DUPARQUET HUOT & MONEUSE CO. V. EVANS, 297 U. S. 216 (1936)Subscribe to Cases that cite 297 U. S. 216
U.S. Supreme Court
Duparquet Huot & Moneuse Co. v. Evans, 297 U.S. 216 (1936)
Duparquet Huot & Moneuse Co. v. Evans
Argued January 17, 1936
Decided February 3, 1936
297 U.S. 216
1. A receivership in foreclosure suit, for the purpose of conserving the mortgaged property and collecting the rents pendente lite for the benefit of the lienholder, is not an "equity receivership," within the meaning of § 77B(a)(i) of the Bankruptcy Act. P. 297 U. S. 218.
2. An equity receivership, within the meaning of § 77B, is a receivership for the purpose of conserving and reorganizing or winding up the business of the corporation. P. 297 U. S. 218.

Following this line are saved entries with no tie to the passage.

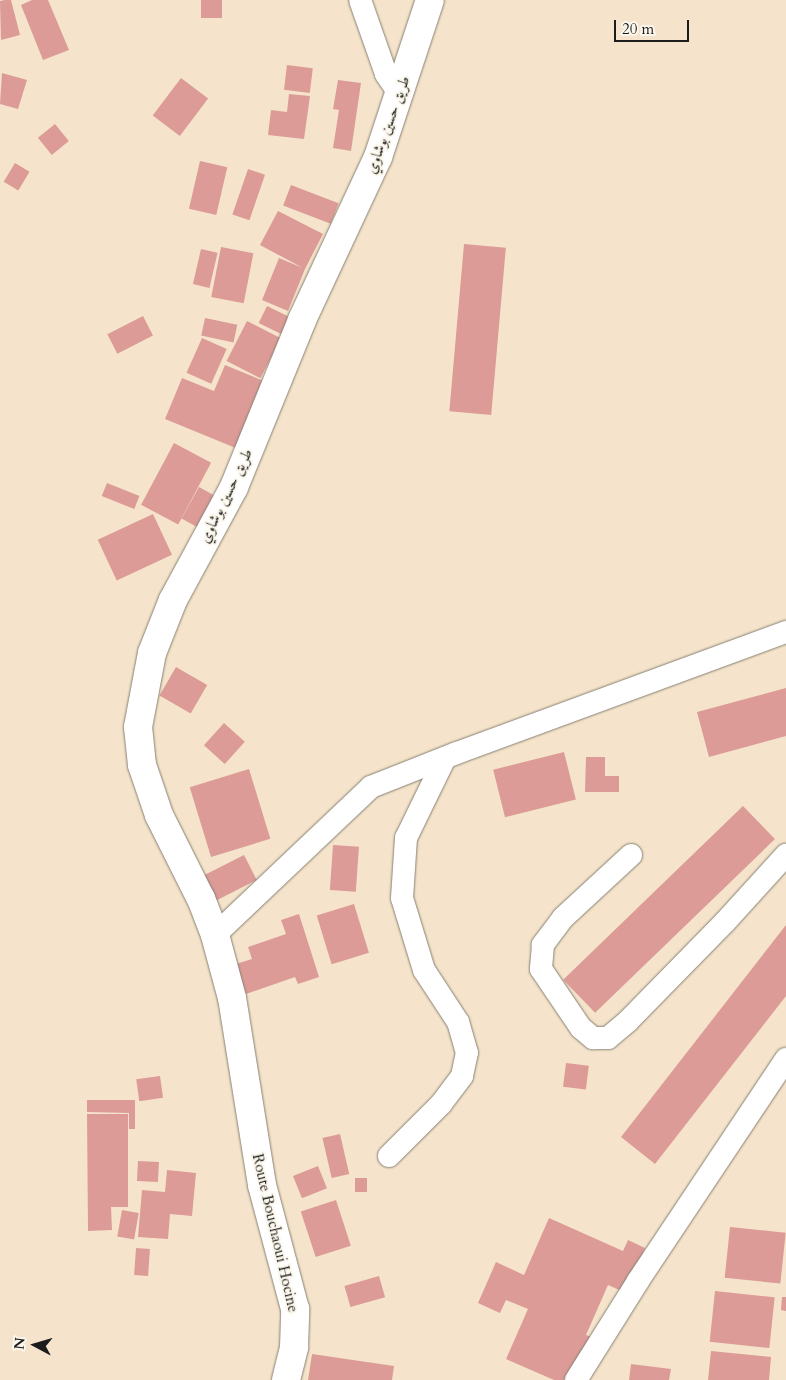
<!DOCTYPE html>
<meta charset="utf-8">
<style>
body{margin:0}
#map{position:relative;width:786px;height:1380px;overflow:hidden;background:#f5e4cb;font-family:Cardo,Amiri,serif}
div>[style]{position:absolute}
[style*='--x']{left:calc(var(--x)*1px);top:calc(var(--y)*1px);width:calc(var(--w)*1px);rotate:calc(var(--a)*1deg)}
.building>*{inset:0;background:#dc9b97;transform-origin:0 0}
.roads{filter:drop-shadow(0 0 1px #888074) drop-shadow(0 0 1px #888074)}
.minor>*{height:22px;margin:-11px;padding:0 11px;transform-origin:11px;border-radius:11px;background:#fff}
.tertiary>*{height:28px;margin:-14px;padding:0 14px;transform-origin:14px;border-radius:14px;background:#fff}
span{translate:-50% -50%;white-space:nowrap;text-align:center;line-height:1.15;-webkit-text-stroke:4px #fbf7ec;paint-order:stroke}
.street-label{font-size:15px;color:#1c1c1c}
.north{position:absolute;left:10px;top:1320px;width:50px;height:50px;-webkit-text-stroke:4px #fbf7ec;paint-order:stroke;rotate:276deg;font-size:14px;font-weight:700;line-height:20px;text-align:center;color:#1c1c1c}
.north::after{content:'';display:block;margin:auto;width:18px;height:22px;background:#1c1c1c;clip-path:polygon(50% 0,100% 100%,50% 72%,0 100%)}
.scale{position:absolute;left:614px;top:20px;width:75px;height:22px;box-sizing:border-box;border:2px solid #1c1c1c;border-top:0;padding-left:6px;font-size:15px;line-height:18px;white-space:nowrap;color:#1c1c1c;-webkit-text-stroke:4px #fbf7ec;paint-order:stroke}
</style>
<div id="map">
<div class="building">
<div style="clip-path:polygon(5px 0,11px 0,20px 35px,1px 40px,0 1px)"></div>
<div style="clip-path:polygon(32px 0,48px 0,69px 50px,43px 60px,21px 5px)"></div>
<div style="left:201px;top:0;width:21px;height:18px"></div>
<div style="left:287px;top:65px;width:26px;height:25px;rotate:7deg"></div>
<div style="clip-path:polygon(2px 73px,27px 80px,18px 109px,0 104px)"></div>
<div style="left:181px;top:78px;width:34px;height:47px;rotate:37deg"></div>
<div style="clip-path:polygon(338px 80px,361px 83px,351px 151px,333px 148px,339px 110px,333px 109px)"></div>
<div style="clip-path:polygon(289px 94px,310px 96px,304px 139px,268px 135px,271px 110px,287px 112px)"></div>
<div style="left:55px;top:124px;width:22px;height:22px;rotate:51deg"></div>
<div style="left:200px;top:161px;width:28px;height:49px;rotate:13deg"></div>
<div style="left:15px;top:163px;width:17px;height:22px;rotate:31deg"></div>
<div style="left:248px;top:169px;width:18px;height:48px;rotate:19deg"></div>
<div style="left:291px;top:185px;width:51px;height:22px;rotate:21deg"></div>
<div style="clip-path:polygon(278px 211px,323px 234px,305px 269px,288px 311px,262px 300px,279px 258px,303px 268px,260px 245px)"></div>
<div style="left:464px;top:244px;width:42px;height:168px;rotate:5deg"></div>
<div style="left:221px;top:247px;width:33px;height:51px;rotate:11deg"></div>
<div style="left:201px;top:249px;width:17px;height:36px;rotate:13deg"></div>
<div style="left:267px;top:306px;width:25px;height:19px;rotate:26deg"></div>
<div style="left:143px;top:316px;width:22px;height:40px;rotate:63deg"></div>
<div style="left:205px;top:318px;width:33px;height:18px;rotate:12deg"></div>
<div style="left:247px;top:321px;width:38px;height:45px;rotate:27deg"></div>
<div style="left:202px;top:338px;width:27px;height:38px;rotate:24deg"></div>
<div style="clip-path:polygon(225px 365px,271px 384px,243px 451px,165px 419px,182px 378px,214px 391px)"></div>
<div style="left:174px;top:443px;width:42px;height:70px;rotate:28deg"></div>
<div style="left:107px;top:483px;width:35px;height:14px;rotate:22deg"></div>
<div style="left:199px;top:487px;width:29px;height:36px;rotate:29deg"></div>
<div style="left:153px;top:514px;width:45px;height:61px;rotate:65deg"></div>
<div style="left:176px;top:667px;width:36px;height:33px;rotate:30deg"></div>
<div style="clip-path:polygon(786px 688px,786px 736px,709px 757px,697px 712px)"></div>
<div style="left:224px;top:723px;width:28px;height:30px;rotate:42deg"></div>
<div style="left:564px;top:752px;width:49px;height:73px;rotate:76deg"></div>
<div style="clip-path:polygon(586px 757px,605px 757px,605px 776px,619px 776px,619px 792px,585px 792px)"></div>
<div style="left:249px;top:769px;width:73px;height:62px;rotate:73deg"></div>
<div style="left:743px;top:806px;width:46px;height:250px;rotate:46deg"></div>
<div style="left:333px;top:845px;width:26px;height:45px;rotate:4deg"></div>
<div style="left:244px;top:855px;width:28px;height:52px;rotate:63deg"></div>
<div style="left:354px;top:904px;width:51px;height:39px;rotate:73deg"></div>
<div style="clip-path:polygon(299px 914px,319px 977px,298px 984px,295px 977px,246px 994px,236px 964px,252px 959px,248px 947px,286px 934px,281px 920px)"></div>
<div style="clip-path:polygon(786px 925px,786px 996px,655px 1164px,621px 1137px)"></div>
<div style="left:566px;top:1063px;width:23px;height:24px;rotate:7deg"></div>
<div style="left:160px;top:1076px;width:22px;height:24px;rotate:82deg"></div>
<div style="clip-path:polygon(87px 1100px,135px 1100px,135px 1129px,129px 1129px,129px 1113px,87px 1112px)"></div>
<div style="clip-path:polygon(87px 1114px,128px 1114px,128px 1207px,111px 1207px,112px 1230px,88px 1231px)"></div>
<div style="left:340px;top:1134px;width:41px;height:18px;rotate:77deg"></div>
<div style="left:138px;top:1161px;width:21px;height:20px;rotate:3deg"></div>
<div style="left:318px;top:1166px;width:24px;height:27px;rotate:68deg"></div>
<div style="clip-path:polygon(167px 1170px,196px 1173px,192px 1216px,170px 1214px,168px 1239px,138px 1237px,142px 1190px,165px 1192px)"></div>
<div style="left:355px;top:1178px;width:12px;height:14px"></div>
<div style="left:336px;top:1200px;width:48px;height:37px;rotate:72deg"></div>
<div style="left:122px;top:1210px;width:17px;height:27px;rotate:10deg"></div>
<div style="clip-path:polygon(549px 1218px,623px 1251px,628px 1240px,645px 1248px,626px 1293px,608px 1285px,586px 1335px,591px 1337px,572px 1380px,554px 1380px,506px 1359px,528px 1309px,506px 1300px,500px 1313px,478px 1303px,496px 1262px,524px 1275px)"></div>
<div style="left:730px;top:1227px;width:56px;height:51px;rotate:6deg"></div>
<div style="left:136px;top:1248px;width:14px;height:27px;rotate:4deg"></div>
<div style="left:379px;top:1276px;width:22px;height:36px;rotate:74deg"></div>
<div style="left:715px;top:1291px;width:60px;height:51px;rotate:6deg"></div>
<div style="clip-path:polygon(782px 1297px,786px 1297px,786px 1311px,781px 1310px)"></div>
<div style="clip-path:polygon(711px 1351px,771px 1357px,769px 1380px,708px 1380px)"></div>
<div style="clip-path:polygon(312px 1354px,394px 1366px,392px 1380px,308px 1380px)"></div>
<div style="clip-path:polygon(631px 1364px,671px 1369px,669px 1380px,629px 1380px)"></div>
</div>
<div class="roads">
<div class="minor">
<div style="--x:360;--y:0;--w:78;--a:70.6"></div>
<div style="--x:386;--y:74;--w:25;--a:56"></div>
<div style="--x:631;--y:855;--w:93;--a:137.2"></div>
<div style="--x:563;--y:918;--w:34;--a:127"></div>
<div style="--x:543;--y:945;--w:24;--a:95"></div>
<div style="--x:541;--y:969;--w:71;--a:55.9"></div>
<div style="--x:581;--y:1028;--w:16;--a:40"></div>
<div style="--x:593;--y:1038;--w:15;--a:0"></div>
<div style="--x:608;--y:1038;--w:26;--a:-40"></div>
<div style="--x:628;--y:1021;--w:139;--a:-45.6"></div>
<div style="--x:725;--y:922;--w:91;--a:-47.7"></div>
<div style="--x:215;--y:935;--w:215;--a:-43.5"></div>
<div style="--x:371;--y:787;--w:92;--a:-21.6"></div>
<div style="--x:457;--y:753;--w:351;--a:-20.2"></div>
<div style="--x:389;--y:1156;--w:74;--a:-45"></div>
<div style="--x:441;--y:1104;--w:35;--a:-53"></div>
<div style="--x:462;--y:1076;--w:24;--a:-78"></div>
<div style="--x:467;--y:1053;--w:32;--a:-106"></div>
<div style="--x:458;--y:1022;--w:62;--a:-123.2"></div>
<div style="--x:424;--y:970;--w:75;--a:-107"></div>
<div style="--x:402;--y:898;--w:60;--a:-86.2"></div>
<div style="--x:406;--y:838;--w:89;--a:-64"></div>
<div style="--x:576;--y:1380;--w:117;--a:-57.9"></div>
<div style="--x:638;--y:1281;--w:267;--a:-56.3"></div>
</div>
<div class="tertiary">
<div style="--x:286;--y:1380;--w:34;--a:-76"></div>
<div style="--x:294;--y:1347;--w:38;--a:-88"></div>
<div style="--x:295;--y:1309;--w:128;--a:-104.9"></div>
<div style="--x:262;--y:1185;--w:189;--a:-99.1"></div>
<div style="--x:232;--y:998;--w:65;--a:-105.1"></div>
<div style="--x:215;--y:935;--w:39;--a:-111"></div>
<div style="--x:201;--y:899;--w:94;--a:-116.6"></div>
<div style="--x:159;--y:815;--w:53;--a:-108.8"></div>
<div style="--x:142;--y:765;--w:38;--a:-96"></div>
<div style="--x:138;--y:727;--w:75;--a:-79.3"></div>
<div style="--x:152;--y:653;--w:57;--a:-68.4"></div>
<div style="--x:173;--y:600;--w:128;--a:-61.6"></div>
<div style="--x:234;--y:487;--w:180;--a:-67.8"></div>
<div style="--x:302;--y:320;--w:180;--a:-65"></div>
<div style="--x:378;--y:157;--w:165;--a:-71.7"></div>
</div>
</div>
<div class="street-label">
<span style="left:388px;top:125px;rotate:-70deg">طريق حسين بوشاوي</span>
<span style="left:226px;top:496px;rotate:-64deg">طريق حسين بوشاوي</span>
<span style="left:275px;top:1233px;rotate:77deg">Route Bouchaoui Hocine</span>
</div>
<div class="north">N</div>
<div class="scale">20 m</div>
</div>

3. Under § 3 of the Bankruptcy Act, appointment of a receiver for the debtor's property is not an act of bankruptcy if not done while the debtor is insolvent. P. 297 U. S. 224.
78 F.2d 678 affirmed.
Certiorari, 296 U.S. 569, to review a decree affirming a decree of the District Court, which dismissed a petition of three creditors for a reorganization of a debtor corporation under § 77B of the Bankruptcy Act.